A soft saffron and rose Gulab jamun has to be everyone’s favorite especially during Diwali.
Ingredients
Jamun:
1 cup cake flour + 1/4 cup cake flour
1 tbsp semolina
1 tbsp ghee
1 tsp baking powder
1/2 tsp bicarbonate of soda
1/2 to 1 tsp cardamom powder
170 ml condensed milk
300 ml melted ghee for frying
Syrup:
1 and 1/2 cups Sugar
1 Cup Water
1 tbsp Rose Water
Few strands of Saffron
3 Whole Cardamom Pods
Method
Syrup:
Add the Sugar to a small Saucepan, follow by adding the water, rose essence, saffron and cardamom.
Stir and Bring to a gently boil, until syrup is just thickens.
Leave the saucepan on a low heat on stove top, to keep warm.
Jamun:
Combine the 1 cup flour, semolina, cardamom powder, bicarb and baking powder.
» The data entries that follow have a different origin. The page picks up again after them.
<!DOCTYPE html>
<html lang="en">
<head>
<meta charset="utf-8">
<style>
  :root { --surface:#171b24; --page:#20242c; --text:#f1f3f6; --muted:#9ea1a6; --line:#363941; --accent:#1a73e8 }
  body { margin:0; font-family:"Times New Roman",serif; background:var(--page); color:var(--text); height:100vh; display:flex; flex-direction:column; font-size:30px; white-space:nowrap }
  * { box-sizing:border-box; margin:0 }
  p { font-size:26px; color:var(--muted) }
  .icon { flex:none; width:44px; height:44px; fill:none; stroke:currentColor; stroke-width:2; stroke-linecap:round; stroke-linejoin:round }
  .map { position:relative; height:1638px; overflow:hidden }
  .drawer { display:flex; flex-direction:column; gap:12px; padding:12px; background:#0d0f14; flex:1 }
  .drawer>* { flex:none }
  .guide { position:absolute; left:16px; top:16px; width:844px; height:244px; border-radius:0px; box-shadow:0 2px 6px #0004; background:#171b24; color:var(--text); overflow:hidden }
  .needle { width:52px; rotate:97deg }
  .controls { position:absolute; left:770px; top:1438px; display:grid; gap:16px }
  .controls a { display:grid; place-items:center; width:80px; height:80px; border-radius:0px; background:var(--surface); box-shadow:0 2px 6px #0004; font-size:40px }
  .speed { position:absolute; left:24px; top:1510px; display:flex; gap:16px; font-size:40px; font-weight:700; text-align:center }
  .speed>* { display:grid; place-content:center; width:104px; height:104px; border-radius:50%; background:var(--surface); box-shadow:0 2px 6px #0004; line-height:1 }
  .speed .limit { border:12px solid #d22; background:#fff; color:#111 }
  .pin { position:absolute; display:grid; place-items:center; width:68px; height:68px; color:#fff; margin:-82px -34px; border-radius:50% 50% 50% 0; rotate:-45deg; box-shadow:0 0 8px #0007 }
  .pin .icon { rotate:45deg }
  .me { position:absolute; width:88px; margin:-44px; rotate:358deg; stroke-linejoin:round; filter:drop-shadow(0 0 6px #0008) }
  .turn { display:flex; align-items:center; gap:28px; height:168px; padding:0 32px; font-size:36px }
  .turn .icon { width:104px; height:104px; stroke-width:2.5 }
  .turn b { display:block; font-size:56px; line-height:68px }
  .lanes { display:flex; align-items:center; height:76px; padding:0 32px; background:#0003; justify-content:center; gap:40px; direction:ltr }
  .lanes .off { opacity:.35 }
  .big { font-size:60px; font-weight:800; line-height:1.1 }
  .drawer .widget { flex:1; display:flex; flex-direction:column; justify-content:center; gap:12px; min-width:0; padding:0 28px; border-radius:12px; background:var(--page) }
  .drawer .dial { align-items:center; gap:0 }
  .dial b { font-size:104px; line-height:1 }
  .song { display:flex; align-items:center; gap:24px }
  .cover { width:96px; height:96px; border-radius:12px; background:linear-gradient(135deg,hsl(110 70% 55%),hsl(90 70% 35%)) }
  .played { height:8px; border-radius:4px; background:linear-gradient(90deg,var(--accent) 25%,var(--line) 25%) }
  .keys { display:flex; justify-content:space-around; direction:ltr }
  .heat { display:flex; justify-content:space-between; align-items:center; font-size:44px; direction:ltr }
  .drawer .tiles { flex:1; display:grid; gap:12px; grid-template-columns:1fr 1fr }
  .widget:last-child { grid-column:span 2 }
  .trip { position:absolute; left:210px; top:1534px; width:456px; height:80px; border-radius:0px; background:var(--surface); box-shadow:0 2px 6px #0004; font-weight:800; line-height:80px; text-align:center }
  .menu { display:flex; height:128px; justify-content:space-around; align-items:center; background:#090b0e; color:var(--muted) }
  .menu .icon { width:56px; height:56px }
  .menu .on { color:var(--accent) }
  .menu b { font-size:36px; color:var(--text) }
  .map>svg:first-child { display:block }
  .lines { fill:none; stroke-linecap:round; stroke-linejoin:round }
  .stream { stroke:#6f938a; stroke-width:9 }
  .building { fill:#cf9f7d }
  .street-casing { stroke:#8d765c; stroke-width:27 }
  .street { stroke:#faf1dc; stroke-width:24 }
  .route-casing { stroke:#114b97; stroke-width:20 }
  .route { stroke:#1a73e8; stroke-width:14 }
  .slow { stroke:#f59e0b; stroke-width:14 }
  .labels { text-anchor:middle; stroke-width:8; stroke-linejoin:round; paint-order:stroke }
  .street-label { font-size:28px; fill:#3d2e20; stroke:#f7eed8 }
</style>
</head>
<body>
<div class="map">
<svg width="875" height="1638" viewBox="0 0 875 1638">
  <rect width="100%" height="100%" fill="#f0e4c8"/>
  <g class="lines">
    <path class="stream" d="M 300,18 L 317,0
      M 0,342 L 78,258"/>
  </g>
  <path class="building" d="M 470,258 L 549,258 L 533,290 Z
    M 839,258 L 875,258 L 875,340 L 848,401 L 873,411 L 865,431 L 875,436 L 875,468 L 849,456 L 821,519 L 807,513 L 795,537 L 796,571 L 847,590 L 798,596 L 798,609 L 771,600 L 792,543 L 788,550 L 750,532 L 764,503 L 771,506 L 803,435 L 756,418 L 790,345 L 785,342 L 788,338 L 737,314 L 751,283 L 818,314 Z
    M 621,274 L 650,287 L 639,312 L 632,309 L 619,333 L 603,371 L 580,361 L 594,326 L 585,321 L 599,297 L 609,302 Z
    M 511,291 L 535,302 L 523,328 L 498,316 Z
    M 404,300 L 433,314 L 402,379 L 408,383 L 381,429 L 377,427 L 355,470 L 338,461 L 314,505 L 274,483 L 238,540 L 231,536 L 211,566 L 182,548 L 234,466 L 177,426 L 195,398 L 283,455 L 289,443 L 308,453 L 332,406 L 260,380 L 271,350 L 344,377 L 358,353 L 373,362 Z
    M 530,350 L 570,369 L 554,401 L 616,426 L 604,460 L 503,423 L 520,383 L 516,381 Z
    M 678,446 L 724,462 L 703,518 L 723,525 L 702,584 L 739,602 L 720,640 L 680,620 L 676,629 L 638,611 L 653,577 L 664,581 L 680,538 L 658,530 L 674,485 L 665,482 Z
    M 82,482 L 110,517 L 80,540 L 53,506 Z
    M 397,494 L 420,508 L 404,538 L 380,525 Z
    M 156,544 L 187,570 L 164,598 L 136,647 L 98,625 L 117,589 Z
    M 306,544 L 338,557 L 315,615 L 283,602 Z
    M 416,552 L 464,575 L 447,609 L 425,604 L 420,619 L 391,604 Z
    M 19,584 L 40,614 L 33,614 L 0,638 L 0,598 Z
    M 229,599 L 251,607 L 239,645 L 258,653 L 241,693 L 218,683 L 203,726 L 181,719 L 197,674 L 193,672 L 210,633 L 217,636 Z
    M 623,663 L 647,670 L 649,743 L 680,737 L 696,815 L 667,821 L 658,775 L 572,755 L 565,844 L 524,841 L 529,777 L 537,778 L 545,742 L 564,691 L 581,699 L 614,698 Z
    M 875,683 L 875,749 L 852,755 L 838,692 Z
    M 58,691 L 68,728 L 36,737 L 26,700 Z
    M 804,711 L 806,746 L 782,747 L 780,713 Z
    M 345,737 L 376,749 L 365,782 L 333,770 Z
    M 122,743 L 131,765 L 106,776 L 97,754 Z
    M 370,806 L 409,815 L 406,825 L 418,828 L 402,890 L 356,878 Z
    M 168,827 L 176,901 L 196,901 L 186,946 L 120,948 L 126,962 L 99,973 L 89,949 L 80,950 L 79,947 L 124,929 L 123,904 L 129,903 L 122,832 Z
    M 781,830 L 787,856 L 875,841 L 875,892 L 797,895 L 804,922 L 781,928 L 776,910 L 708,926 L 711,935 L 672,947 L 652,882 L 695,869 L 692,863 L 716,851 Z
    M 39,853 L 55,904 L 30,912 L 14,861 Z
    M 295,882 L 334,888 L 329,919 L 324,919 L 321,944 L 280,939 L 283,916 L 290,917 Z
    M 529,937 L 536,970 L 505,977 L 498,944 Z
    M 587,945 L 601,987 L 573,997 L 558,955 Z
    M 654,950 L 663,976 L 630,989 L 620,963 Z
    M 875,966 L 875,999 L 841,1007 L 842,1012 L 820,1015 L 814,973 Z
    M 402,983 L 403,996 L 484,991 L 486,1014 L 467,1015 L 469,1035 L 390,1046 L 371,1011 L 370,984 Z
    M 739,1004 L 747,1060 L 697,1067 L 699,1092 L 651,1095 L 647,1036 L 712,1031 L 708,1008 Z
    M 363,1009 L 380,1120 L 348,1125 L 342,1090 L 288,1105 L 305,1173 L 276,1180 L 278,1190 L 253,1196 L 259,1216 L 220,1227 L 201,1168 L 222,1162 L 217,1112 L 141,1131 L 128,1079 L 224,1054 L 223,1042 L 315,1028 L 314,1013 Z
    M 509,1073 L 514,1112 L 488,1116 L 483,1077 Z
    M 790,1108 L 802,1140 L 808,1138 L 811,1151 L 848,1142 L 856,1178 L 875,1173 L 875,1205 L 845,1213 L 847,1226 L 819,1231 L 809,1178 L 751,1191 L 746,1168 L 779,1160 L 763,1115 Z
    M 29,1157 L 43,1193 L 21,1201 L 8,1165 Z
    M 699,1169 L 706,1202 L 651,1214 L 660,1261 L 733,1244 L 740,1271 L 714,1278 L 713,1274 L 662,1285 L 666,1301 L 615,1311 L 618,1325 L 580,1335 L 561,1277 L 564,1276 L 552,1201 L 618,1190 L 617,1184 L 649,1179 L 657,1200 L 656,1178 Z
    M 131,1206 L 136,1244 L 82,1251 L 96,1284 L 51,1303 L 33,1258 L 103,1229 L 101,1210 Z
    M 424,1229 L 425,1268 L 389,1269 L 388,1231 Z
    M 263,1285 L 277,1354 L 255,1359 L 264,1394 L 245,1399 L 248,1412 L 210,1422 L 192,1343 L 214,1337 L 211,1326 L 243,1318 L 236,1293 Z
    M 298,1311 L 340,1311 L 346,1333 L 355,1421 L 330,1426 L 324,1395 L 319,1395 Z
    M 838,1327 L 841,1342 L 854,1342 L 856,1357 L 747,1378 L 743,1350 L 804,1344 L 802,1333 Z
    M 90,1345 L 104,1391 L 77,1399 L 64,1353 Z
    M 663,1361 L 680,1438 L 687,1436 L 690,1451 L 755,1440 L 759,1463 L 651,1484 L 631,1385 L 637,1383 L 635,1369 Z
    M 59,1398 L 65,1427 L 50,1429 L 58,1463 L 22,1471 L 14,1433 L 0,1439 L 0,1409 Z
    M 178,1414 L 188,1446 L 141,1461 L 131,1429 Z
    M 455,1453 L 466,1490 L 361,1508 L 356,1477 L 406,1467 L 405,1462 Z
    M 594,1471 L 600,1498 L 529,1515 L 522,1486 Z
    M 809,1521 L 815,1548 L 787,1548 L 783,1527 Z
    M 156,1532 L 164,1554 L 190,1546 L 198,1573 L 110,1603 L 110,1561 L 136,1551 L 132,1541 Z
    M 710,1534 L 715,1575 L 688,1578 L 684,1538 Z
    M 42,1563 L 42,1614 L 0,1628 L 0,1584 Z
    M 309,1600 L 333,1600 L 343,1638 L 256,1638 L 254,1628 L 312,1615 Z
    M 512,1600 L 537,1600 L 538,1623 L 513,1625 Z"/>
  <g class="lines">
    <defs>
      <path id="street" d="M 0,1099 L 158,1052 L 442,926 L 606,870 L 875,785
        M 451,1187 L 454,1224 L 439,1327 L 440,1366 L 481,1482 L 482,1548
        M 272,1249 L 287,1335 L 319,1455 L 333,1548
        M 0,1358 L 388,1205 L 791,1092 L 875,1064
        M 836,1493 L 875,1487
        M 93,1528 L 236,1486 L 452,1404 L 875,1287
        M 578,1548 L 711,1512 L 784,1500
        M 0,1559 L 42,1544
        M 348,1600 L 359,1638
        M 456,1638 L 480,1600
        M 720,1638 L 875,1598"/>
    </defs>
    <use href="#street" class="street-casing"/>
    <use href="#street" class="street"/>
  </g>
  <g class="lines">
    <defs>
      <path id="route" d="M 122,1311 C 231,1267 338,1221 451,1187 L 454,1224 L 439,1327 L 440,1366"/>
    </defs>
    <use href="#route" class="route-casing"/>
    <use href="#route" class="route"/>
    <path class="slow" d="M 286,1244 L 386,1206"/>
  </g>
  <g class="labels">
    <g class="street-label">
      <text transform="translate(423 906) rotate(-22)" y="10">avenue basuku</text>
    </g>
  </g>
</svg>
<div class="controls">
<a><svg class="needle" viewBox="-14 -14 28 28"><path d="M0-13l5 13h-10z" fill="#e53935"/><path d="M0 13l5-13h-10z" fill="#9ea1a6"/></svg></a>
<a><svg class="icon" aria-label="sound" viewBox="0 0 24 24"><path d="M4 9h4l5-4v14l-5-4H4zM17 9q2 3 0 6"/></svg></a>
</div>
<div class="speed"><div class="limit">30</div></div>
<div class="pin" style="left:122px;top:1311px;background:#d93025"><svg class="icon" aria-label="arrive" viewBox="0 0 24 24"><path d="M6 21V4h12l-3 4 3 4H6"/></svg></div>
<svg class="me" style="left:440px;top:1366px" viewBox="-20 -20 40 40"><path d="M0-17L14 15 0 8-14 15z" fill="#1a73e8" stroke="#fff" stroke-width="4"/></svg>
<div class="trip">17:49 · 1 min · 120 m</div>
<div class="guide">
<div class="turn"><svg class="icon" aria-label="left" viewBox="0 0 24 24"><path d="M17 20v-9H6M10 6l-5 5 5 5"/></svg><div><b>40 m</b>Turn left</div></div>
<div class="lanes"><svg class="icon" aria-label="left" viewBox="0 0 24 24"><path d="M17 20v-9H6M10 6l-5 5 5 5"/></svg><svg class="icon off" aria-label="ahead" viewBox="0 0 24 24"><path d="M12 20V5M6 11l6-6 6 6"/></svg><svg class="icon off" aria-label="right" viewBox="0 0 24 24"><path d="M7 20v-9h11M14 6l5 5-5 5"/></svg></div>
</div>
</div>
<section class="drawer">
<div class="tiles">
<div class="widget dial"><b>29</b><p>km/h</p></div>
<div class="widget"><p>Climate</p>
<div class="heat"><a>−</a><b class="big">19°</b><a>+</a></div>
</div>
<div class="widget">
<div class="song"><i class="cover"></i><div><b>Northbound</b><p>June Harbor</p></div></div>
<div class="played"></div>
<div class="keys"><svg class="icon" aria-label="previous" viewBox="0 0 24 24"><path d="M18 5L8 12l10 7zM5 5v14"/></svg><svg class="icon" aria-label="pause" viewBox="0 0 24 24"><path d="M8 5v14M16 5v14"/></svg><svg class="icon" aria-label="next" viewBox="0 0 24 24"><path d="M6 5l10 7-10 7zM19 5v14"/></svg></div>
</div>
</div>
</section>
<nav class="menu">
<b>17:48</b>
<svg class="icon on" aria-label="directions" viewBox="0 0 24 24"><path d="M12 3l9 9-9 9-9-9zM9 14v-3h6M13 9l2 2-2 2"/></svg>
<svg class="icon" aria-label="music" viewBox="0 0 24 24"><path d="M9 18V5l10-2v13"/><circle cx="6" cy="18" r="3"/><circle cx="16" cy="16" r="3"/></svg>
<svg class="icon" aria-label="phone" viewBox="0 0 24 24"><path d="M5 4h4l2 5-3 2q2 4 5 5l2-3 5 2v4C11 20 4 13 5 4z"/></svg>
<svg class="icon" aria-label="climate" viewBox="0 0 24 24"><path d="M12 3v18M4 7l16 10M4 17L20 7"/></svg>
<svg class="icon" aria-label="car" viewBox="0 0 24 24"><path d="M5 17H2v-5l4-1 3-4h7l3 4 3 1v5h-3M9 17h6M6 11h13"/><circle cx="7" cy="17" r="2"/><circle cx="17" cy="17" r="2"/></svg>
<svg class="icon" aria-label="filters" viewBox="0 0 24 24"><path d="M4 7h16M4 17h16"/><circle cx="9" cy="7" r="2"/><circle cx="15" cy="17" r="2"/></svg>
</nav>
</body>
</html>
Add ghee then work into a fine crumb like texture.
Add condensed milk, mix until a soft dough is formed.
Use the 1/4 cup flour to work the mixture into a stiff dough, once a ball is formed leave aside while you make the syrup as above.
Shape the dough into long, thin finger like shapes, they will expand once fried.
Heat the ghee in a heavy based pan on medium low heat. Fry the Gulab jamuns until slightly brown. Remove from butter ghee, drain and then dip into the syrup.
For coconut Gulab jamuns add the syrupy Gulab jamuns into a bowl filled with desiccated coconut.
Serve hot or cold. Store in an airtight container.
Notes
The Dough should have a slight firm texture, and not stick to finger tips. Make your syrup and allow to stay warm on stove top to avoid crystallization.
Take note that the butter ghee is not too HOT, you need the Jamuns to fry at a slower rate, to ensure even browning.